Internal Problem – “My work life is a cluttered freakin’ mess. I waste so much time going through folders, renaming files, and clicking around while I should be focusing on client work so I can make more money.”

Eagle shows an understanding that even its audience might not get about themselves.

They realize that disorganization is the reason so many designers get frustrated and unhappy. They dig into the internal problem – the real cause driving them to look for a solution.
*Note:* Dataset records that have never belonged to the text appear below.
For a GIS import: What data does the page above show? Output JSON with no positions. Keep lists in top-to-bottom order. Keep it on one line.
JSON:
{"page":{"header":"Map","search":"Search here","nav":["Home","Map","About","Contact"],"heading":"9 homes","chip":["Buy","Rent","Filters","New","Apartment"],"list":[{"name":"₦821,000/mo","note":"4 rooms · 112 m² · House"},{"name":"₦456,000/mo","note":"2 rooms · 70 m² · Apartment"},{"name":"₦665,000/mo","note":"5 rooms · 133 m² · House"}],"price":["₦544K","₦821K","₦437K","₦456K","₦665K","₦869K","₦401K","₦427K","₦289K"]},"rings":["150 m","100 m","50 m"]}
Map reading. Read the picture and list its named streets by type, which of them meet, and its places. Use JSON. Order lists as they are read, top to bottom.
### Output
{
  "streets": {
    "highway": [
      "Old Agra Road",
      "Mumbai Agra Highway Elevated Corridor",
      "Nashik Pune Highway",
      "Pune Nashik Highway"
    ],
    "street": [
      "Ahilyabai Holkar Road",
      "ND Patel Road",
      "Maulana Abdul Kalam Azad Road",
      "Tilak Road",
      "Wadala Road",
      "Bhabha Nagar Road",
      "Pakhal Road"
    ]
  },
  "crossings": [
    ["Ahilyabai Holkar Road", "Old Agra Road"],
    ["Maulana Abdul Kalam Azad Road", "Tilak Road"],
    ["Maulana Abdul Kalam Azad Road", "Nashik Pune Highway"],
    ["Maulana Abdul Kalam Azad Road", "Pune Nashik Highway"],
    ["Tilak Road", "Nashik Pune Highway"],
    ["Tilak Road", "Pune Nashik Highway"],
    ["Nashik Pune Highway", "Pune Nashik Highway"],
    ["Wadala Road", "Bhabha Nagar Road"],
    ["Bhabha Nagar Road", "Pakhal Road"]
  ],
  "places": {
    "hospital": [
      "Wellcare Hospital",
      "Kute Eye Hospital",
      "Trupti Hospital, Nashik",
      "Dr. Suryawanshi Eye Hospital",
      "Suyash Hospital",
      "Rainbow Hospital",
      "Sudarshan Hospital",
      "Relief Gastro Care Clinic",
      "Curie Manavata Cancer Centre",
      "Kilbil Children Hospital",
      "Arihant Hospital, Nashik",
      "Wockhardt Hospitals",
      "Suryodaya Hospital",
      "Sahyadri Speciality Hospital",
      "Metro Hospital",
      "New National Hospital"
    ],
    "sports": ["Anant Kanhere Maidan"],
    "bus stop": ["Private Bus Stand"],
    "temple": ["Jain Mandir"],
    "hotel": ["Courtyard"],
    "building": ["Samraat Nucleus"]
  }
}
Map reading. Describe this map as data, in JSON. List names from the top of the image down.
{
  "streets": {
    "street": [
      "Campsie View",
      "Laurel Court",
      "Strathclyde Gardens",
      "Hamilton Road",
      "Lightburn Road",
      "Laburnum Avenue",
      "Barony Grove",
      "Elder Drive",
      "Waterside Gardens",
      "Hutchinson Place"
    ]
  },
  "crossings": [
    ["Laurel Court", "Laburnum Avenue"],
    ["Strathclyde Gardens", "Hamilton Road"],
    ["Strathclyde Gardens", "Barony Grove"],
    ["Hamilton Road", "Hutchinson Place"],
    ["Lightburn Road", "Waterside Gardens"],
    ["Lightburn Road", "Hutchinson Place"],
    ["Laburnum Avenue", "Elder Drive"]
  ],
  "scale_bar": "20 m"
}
As a problem-aware landing page visitor, this tells me that they are designers too, not just some smart dudes who built a product. They’ve been through it, and they know what their audience needs to finally find relief.

Empathy.

Finding the real source of pain and addressing both internal and external problems will solve a lot of your problem-aware landing page issues. But there’s one more pitfall that copywriters should always steer clear from.

Pitfall #3: Forgetting the emotion

According to Paul Ekman, psychologist and co-discoverer of micro expressions, there are six basic emotions that every human in the world shares:

  • Happiness
  • Sadness
  • Anger
  • Fear
  • Surprise
  • Disgust

The reason emotion is so powerful in copywriting is because every reader has his/her own frame of reference for a given situation.

A lot of copywriters misconstrue the 5 second rule as “Since I have to quickly show that I’m valuable, I better explain exactly what we do right away.”

The result? Landing pages that breeze over the problem, completely minimizing the emotion and human element that is driving the audience to search for a solution in the first place.

Take this relatively standard SaaS landing page.

I have no doubt that Nurture Labs is solving a very important problem. But they don’t sound very convinced. Moreover, they don’t sound very in tune with what’s actually going on in their prospects’ lives. If they are, in fact, in tune, why not show it?

Let’s analyze it a bit more.

The problem they are solving is this: scaling is hard.

Ok fine. But they aren’t really showing prospects that they understand that scaling is really hard.  There’s a lot that goes into it. Like, having to sacrifice time with your family, relationships and often money out of your own pocket just to see your baby flourish.

All the emotion that goes behind the problem is completely ignored upon first glance of this landing page. Fear, happiness, excitement, anguish. All emotions that, if I were able to feel them as a problem-aware landing page visitor, would instantly bring me closer to the brand.

Remember: At this stage they aren’t necessarily looking for a solution. They are looking for someone who feels their pain – someone who can really talk to the problems and emotions they’re having.

If I were Nurture Labs, I would ask myself things like “what are the potential implications if an entrepreneur isn’t able to scale?” and “what problems in their lives are actually causing the scaling problem?”

That would lead me to copy (and a more appropriate CTA) that better targets prospects’s pains.  Ideas like:

“Need to free up your time and energy?”

“Is a slow pipeline preventing you from scaling?”

“Have you maxed out your resources?”

“Do you not know where to go from here?”

However you put it, you need to dig into the real life issue behind the problem.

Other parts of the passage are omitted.